(Source data)
Content starts

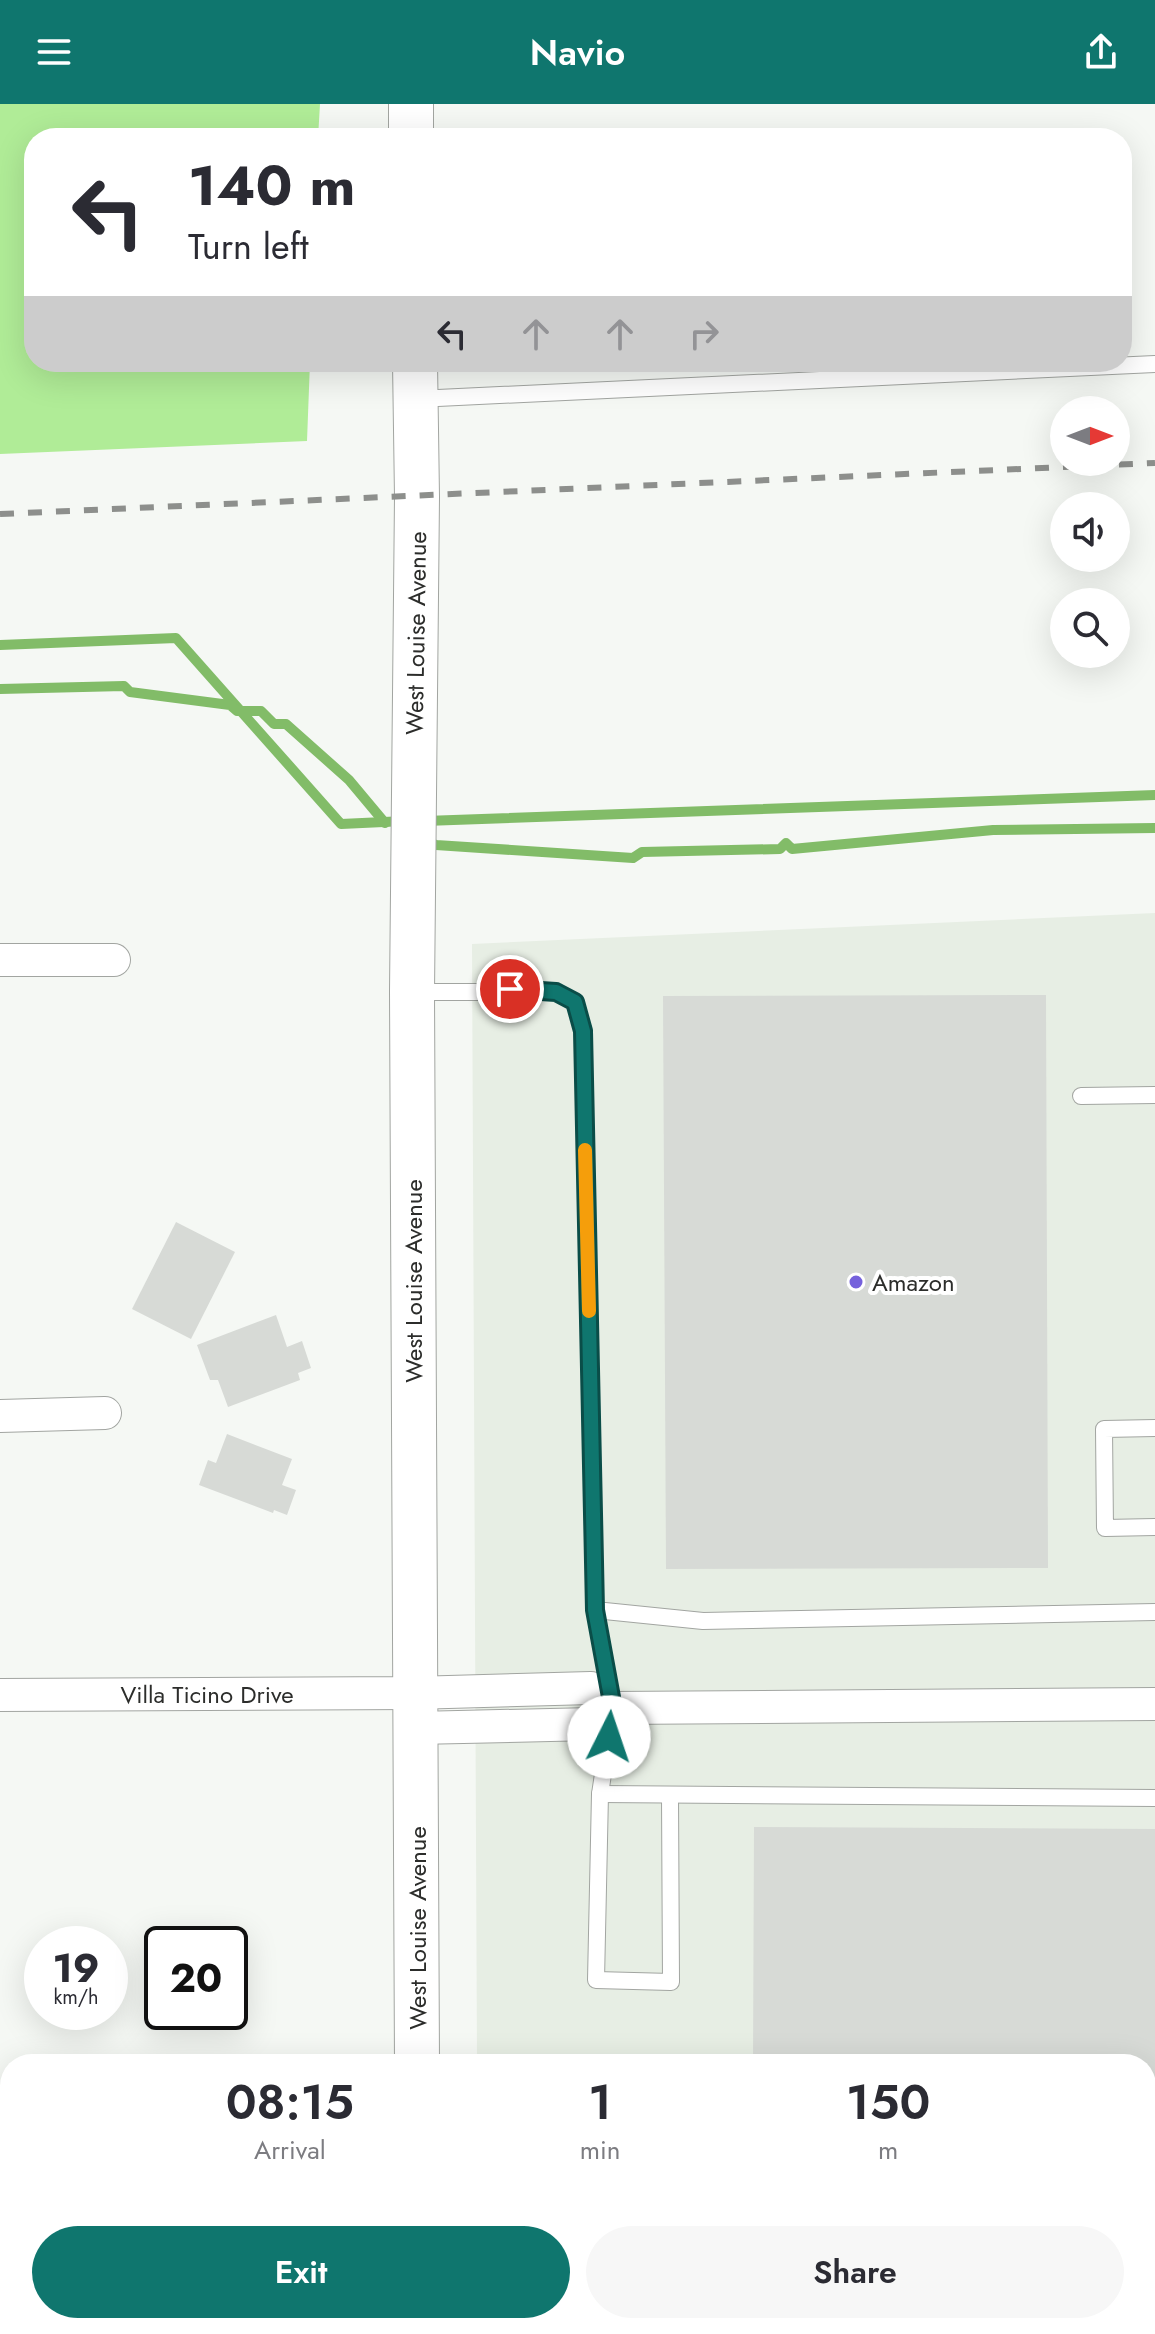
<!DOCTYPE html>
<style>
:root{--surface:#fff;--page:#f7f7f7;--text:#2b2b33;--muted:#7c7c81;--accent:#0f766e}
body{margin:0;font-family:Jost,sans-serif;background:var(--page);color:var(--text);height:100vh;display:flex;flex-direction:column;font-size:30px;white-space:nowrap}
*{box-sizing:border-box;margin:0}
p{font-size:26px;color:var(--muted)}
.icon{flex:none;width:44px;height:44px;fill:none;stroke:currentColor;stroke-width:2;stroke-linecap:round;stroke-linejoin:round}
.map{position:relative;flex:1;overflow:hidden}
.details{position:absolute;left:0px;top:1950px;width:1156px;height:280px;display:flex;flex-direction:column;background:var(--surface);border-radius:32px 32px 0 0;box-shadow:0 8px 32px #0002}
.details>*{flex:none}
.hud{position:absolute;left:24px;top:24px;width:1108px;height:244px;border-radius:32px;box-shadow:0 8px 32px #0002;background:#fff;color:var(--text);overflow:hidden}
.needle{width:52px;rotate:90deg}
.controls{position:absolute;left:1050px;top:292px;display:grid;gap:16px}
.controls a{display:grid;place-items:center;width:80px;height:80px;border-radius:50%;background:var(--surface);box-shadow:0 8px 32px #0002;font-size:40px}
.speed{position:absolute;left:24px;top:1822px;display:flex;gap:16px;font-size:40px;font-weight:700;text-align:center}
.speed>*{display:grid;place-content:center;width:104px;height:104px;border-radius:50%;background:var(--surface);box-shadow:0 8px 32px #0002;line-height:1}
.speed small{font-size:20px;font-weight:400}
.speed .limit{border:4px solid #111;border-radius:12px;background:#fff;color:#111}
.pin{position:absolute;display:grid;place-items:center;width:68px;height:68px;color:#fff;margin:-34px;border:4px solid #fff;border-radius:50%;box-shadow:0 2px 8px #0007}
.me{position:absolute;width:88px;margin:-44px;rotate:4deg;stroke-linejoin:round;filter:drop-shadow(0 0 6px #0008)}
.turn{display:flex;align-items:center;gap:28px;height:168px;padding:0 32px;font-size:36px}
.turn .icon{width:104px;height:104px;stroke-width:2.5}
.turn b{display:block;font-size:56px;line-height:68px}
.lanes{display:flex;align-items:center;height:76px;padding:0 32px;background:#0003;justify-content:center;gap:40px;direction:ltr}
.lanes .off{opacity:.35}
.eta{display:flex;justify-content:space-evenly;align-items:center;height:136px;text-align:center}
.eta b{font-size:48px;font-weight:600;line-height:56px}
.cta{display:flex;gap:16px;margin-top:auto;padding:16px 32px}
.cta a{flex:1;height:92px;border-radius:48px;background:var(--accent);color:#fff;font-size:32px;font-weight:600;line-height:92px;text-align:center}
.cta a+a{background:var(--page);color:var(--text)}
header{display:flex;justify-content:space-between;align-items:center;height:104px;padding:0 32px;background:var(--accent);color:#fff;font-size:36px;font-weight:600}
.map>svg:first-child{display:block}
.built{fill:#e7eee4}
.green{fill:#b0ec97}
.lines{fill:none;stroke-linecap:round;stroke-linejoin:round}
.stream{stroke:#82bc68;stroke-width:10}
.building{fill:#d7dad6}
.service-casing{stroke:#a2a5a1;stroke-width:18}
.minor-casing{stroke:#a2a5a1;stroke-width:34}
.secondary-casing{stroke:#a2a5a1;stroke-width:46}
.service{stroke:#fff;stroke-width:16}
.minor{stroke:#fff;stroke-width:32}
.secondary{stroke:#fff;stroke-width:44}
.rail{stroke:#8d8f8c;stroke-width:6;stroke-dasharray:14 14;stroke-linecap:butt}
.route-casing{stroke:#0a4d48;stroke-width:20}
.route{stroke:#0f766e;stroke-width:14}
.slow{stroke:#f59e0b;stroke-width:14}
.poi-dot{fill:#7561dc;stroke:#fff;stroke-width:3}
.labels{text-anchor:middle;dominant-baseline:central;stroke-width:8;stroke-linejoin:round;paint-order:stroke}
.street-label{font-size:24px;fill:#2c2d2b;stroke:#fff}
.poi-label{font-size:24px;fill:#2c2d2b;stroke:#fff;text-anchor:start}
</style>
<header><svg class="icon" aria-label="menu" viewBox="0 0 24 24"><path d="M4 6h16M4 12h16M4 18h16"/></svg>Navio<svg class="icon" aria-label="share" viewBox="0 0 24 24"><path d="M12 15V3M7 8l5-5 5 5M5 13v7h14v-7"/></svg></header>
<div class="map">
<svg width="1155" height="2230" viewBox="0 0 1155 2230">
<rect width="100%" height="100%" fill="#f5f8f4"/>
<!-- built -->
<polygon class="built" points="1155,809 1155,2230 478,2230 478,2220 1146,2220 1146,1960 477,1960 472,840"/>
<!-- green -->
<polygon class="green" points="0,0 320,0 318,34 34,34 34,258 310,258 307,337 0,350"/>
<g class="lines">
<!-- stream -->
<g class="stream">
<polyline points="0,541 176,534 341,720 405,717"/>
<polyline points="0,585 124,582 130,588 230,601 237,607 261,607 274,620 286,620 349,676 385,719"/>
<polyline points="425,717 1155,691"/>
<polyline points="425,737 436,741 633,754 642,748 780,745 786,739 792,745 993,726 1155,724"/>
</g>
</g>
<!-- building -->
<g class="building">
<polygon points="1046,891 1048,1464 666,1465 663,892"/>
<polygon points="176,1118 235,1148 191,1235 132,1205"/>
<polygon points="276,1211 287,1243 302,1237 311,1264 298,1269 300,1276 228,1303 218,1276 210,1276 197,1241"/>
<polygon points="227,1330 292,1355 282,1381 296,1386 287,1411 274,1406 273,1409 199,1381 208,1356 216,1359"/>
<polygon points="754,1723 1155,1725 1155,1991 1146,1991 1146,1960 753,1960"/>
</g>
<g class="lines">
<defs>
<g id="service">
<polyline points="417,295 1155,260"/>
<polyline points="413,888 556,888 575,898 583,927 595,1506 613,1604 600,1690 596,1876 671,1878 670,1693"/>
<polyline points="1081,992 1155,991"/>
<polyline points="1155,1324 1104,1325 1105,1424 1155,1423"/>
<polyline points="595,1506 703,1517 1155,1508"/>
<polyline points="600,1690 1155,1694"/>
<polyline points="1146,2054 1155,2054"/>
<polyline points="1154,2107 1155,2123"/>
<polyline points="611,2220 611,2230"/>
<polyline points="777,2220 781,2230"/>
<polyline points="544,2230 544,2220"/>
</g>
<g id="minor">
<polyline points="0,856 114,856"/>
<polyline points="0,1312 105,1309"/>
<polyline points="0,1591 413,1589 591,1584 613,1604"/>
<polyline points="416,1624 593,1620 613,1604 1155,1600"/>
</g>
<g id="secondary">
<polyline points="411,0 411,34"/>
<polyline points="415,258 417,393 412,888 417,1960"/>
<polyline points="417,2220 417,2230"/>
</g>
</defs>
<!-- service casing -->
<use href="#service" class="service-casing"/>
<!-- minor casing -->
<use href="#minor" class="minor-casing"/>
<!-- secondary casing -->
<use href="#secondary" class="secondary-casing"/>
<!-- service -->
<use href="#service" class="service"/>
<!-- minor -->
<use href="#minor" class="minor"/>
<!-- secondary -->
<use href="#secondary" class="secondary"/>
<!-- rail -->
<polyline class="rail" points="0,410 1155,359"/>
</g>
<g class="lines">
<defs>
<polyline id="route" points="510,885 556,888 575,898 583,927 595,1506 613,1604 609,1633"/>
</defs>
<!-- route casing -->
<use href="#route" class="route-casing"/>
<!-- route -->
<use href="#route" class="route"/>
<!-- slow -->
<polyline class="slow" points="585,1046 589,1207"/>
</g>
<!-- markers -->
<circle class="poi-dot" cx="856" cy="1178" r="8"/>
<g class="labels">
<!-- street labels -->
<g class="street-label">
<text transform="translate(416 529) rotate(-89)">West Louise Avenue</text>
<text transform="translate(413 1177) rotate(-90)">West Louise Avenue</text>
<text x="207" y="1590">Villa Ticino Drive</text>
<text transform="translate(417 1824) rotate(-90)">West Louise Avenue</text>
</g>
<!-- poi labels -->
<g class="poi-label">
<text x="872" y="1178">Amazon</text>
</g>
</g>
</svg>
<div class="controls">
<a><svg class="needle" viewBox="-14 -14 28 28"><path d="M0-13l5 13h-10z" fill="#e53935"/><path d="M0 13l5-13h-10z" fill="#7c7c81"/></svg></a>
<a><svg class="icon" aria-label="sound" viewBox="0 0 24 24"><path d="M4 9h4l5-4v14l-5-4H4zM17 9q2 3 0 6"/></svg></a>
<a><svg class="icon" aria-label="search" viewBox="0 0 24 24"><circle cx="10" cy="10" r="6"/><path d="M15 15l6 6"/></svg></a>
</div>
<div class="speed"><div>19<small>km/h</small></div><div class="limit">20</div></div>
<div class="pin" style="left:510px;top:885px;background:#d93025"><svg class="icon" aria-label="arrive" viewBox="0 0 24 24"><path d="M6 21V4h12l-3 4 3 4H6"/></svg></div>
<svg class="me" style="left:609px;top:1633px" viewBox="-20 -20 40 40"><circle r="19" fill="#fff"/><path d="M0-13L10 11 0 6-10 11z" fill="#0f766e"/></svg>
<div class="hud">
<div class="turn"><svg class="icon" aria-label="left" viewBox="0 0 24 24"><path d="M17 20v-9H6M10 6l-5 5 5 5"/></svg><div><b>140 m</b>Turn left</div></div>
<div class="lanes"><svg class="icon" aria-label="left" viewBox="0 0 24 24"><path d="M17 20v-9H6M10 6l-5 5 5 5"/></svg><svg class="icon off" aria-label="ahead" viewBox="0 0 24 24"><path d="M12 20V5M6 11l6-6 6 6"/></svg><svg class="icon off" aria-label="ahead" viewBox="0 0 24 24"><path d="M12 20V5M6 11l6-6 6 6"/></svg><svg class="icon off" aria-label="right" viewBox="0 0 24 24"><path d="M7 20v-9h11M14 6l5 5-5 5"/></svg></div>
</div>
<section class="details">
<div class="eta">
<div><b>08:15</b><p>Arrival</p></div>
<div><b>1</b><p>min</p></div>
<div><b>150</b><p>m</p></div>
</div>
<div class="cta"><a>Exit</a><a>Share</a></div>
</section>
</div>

Content ends

§ **TASK TO CARRY OUT**: Could you return the lines in the entries above that contain "limit"?

§ **EXERCISE ANSWER**:
.speed .limit{border:4px solid #111;border-radius:12px;background:#fff;color:#111}
<div class="speed"><div>19<small>km/h</small></div><div class="limit">20</div></div>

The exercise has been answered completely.